Nonlinear asymptotic stability and optimal decay rate around the three-dimensional Oseen vortex filament

TL;DR

This paper proves the nonlinear asymptotic stability of the 3D Oseen vortex filament in high-Reynolds-number flows, establishing optimal decay rates for perturbations and resolving conjectures on spectral bounds related to shear-mixing mechanisms.

Contribution

It introduces an anisotropic self-similar coordinate system to analyze stability and decay, and fully resolves conjectures on spectral and pseudospectral bounds for the vortex filament.

Findings

Nonlinear asymptotic stability of the Oseen vortex filament established.

Optimal decay rates for non-axisymmetric perturbations proven.
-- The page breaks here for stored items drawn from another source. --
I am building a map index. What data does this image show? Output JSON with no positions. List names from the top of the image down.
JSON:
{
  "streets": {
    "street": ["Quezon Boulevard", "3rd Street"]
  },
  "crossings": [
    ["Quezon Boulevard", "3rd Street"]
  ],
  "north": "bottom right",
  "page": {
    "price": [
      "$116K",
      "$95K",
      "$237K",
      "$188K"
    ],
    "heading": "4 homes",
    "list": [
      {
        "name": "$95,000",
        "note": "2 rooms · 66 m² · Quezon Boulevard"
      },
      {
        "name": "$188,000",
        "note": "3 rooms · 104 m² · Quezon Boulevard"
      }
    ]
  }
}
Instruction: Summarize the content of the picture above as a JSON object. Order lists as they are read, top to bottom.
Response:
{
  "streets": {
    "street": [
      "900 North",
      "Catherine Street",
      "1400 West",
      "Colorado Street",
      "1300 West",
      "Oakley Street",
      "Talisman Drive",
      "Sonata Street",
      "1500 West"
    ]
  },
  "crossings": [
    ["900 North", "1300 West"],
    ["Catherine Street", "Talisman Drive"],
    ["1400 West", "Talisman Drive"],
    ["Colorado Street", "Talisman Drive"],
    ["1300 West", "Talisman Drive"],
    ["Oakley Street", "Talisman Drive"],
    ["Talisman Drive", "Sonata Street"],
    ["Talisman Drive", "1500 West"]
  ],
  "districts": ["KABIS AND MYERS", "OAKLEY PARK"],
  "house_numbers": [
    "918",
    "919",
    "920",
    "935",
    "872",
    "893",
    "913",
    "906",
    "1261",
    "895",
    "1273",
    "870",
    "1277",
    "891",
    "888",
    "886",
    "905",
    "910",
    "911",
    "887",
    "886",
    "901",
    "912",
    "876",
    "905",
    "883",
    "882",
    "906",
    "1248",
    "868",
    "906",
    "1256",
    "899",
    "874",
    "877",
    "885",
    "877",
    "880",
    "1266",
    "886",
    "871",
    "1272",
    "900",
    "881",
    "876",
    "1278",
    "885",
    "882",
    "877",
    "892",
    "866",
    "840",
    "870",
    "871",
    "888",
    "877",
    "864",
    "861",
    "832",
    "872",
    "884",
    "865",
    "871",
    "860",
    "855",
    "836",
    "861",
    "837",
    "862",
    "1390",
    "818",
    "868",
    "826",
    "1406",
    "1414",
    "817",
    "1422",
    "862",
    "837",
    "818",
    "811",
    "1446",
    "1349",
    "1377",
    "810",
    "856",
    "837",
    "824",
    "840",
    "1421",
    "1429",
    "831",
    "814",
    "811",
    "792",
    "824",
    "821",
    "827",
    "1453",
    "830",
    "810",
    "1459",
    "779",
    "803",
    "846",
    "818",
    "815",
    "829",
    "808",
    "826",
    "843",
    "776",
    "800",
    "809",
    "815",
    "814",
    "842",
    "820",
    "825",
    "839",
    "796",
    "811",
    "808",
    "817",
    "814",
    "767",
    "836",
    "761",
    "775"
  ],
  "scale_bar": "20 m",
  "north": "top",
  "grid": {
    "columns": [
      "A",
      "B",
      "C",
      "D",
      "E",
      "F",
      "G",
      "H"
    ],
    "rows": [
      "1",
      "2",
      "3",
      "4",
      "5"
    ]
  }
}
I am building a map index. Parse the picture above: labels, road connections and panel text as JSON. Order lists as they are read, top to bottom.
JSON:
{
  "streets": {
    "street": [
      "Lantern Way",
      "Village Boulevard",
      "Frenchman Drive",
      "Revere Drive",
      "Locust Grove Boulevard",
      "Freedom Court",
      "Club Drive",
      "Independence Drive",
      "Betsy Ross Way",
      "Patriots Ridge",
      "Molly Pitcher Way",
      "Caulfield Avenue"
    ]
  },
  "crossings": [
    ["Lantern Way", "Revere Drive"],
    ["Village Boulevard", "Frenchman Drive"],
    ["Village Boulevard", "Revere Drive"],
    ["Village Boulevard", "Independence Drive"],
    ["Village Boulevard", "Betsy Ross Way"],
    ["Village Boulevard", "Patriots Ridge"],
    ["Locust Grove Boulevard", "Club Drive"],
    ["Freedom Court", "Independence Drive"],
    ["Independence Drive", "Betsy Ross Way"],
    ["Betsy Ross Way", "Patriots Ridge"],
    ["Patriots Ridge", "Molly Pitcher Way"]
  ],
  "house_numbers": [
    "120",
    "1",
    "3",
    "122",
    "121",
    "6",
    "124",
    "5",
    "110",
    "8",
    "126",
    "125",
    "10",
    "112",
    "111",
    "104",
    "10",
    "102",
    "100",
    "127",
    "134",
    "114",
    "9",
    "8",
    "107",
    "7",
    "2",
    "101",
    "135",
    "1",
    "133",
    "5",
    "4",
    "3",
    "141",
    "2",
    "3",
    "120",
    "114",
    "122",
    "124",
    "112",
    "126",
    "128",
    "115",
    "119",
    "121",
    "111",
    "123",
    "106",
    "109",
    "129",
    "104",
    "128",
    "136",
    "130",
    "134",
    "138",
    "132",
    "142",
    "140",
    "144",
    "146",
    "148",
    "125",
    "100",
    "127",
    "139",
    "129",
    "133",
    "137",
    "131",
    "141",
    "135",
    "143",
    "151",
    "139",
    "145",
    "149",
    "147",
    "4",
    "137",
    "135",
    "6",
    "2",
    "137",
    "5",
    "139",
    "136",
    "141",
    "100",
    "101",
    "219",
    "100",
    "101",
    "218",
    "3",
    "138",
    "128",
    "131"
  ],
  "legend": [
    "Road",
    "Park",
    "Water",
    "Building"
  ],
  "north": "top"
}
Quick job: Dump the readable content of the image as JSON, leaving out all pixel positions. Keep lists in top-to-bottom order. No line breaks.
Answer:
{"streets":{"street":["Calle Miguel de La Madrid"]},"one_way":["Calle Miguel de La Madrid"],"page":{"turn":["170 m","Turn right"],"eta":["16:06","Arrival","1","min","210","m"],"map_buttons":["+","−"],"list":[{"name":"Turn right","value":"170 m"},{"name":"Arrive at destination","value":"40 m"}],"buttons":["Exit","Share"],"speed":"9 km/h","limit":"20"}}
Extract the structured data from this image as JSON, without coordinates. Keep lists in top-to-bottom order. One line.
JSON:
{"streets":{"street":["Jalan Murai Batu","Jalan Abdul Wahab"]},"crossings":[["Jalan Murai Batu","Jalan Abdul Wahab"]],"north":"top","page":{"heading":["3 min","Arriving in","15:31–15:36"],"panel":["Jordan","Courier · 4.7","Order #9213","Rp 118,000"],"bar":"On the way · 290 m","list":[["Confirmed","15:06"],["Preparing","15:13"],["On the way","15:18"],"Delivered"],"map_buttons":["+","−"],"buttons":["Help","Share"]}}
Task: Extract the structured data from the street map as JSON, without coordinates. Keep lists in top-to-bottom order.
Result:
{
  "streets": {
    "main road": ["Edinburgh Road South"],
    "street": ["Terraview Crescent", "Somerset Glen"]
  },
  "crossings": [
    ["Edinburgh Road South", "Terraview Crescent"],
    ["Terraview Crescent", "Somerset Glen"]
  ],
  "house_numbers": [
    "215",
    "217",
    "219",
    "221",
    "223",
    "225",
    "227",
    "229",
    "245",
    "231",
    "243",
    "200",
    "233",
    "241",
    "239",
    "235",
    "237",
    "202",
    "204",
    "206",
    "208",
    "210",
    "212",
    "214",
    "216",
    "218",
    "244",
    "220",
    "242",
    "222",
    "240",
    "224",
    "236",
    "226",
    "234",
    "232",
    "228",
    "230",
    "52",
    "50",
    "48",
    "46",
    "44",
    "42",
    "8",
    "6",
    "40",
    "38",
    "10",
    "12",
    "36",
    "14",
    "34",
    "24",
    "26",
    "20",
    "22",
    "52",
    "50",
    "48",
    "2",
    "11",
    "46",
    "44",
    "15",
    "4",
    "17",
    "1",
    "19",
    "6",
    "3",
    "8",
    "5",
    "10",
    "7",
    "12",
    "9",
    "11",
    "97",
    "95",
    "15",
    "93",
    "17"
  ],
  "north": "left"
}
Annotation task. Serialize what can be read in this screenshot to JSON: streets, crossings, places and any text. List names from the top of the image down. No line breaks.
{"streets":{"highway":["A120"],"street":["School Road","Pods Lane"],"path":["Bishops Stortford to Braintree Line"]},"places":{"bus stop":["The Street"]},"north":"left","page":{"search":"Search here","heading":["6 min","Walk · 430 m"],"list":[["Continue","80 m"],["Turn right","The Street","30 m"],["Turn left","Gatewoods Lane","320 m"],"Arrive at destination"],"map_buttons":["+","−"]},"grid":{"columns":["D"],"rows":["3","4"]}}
Spectral bounds for the Oseen operator identified and confirmed.

Abstract

In the high-Reynolds-number regime, this work investigates the long-time dynamics of the three-dimensional incompressible Navier-Stokes equations near the Oseen vortex filament. The flow exhibits a strong interplay between vortex stretching, shearing, and mixing, which generates ever-smaller spatial scales and thereby significantly amplifies viscous effects. By adopting an anisotropic self-similar coordinate system adapted to the filament geometry, we establish the nonlinear asymptotic stability of the Oseen vortex filament. All non-axisymmetric perturbations are shown to decay at the optimal rate $t^{-\kappa |\alpha|^{1/2}}$. At the linear level, this decay mechanism corresponds to a sharp spectral lower bound $\Sigma(\alpha) \sim |\alpha|^{1/2}$ for the nonlocal Oseen operator $L_\perp - \alpha \Lambda_\perp$, and we identify an explicit spectral point attaining this optimal bound. Combined with the spectral estimates obtained in \cite{LWZ}, our analysis fully resolves the conjecture proposed in \cite{GM} concerning the asymptotic scaling laws for the spectral and pseudospectral bounds $\Sigma(\alpha)$ and $\Psi(\alpha)$. These results provide a rigorous mathematical explanation for the shear-mixing mechanism in the vicinity of the 3D Oseen vortex filament.